Records provided section start

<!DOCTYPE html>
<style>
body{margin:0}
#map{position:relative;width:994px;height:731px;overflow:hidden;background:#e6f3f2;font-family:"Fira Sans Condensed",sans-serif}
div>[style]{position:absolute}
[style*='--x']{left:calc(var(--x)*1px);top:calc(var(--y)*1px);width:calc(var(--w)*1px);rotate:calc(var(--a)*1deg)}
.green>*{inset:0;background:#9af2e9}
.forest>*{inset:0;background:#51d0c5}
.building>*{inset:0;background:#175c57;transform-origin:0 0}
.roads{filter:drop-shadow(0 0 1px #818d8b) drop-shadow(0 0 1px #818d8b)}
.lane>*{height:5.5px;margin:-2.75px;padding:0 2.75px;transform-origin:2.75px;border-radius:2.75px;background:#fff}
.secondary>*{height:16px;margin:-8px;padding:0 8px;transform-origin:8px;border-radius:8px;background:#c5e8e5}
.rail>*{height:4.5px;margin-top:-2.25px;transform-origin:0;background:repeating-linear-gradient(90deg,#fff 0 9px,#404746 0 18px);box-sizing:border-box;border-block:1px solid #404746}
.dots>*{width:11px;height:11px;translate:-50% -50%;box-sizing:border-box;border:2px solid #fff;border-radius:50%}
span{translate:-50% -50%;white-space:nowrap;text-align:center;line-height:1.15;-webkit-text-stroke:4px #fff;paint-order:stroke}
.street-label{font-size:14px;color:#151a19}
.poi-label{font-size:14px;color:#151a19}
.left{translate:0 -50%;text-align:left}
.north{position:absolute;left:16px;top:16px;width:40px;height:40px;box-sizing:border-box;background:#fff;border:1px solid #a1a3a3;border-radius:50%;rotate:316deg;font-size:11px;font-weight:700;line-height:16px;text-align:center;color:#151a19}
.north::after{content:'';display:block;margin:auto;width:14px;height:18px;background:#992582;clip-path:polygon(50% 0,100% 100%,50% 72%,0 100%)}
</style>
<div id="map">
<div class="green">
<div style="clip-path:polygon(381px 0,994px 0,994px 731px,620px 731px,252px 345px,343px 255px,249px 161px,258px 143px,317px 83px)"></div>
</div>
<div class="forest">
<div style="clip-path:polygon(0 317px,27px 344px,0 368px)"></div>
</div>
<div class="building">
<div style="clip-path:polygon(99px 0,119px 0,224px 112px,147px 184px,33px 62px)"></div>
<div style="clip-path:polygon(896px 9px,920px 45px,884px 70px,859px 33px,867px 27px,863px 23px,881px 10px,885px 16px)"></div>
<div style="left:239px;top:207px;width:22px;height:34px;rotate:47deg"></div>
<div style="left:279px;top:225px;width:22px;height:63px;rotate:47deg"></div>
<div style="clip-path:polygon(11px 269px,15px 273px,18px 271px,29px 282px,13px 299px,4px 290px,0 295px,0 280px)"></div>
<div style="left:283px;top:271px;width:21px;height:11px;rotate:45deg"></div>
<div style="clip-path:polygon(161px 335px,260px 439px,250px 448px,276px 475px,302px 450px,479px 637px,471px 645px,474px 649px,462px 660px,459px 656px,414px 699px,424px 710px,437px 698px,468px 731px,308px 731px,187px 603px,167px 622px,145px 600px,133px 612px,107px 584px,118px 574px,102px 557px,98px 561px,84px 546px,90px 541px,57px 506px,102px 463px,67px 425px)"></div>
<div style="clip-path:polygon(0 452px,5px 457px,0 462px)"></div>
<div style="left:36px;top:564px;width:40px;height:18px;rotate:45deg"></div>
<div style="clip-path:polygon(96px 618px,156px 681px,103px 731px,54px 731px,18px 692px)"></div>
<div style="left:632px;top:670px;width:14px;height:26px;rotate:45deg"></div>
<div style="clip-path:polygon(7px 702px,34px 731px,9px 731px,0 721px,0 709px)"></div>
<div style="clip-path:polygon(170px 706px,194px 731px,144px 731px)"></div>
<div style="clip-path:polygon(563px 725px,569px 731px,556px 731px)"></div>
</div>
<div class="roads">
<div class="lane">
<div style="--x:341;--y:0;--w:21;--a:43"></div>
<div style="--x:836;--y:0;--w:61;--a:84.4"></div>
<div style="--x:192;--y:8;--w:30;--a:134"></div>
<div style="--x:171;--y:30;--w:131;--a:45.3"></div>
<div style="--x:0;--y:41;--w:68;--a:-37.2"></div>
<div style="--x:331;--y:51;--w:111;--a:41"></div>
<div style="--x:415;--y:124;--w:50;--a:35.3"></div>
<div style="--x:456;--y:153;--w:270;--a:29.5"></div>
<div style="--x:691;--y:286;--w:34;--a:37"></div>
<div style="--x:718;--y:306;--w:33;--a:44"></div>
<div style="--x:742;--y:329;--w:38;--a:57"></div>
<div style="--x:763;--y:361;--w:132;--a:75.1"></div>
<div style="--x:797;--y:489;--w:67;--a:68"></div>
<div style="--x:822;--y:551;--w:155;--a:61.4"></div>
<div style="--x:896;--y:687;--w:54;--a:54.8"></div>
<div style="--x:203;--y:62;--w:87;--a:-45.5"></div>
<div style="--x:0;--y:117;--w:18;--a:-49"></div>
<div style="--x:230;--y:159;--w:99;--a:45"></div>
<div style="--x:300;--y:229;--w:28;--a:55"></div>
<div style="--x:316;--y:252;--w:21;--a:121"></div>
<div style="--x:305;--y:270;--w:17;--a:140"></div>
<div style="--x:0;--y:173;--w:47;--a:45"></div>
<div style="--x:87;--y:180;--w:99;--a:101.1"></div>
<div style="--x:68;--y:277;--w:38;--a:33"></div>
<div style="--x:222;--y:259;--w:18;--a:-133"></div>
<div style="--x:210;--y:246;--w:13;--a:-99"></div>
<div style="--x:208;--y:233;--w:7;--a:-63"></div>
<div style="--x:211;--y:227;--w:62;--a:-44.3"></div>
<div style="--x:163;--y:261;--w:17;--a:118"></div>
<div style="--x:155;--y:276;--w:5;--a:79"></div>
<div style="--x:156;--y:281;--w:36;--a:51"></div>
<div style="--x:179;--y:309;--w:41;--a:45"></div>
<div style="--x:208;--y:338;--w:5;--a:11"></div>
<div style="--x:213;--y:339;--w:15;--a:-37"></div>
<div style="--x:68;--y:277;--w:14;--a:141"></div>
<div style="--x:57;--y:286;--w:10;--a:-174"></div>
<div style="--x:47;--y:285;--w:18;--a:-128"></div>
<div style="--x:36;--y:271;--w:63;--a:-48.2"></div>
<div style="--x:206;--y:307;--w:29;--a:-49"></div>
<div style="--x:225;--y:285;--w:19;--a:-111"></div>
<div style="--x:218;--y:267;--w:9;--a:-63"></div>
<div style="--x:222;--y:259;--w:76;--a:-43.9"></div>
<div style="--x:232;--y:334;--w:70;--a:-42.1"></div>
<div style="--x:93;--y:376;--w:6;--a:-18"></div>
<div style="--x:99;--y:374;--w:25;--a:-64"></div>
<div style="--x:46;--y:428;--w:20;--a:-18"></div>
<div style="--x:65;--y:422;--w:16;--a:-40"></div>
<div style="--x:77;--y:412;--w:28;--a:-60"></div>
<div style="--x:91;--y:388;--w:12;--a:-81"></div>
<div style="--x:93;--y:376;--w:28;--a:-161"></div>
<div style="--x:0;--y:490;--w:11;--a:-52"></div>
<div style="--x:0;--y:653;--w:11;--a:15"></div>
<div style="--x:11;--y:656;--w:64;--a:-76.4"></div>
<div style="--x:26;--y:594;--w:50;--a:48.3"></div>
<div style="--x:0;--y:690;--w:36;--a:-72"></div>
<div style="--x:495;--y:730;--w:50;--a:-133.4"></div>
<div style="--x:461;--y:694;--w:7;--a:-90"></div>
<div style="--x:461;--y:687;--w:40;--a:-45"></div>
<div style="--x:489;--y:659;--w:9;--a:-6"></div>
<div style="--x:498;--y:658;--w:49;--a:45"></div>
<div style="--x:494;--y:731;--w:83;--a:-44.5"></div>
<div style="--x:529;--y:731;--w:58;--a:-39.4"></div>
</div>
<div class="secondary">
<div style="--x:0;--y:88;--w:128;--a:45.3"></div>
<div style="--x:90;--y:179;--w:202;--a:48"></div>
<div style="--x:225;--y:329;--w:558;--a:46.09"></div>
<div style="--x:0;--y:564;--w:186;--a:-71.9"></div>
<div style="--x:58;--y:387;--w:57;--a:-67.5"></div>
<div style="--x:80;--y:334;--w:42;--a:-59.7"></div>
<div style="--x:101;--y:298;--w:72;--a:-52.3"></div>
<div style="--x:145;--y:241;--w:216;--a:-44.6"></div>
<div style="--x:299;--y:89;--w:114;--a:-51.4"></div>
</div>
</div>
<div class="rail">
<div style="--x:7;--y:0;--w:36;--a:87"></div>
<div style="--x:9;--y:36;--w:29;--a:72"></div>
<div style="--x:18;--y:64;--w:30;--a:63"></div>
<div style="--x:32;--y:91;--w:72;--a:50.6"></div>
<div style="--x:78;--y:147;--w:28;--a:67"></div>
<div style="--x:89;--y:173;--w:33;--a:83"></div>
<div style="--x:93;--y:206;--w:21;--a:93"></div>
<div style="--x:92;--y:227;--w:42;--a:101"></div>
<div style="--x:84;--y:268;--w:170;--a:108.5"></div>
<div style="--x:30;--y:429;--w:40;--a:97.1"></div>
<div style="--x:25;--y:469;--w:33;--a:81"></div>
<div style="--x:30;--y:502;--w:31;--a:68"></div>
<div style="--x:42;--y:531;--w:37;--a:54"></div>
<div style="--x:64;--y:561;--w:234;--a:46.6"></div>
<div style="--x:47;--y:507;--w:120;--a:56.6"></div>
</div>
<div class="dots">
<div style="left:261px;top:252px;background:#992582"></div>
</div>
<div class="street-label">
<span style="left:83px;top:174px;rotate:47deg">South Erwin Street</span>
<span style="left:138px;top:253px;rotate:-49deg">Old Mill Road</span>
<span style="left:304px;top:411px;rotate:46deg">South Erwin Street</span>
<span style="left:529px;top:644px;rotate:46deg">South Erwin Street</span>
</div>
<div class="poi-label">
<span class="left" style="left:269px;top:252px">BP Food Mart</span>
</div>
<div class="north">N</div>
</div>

Records provided section end

Please return each line of the data above in which the word "lane" occurs.

__Answer area__:
.lane>*{height:5.5px;margin:-2.75px;padding:0 2.75px;transform-origin:2.75px;border-radius:2.75px;background:#fff}
<div class="lane">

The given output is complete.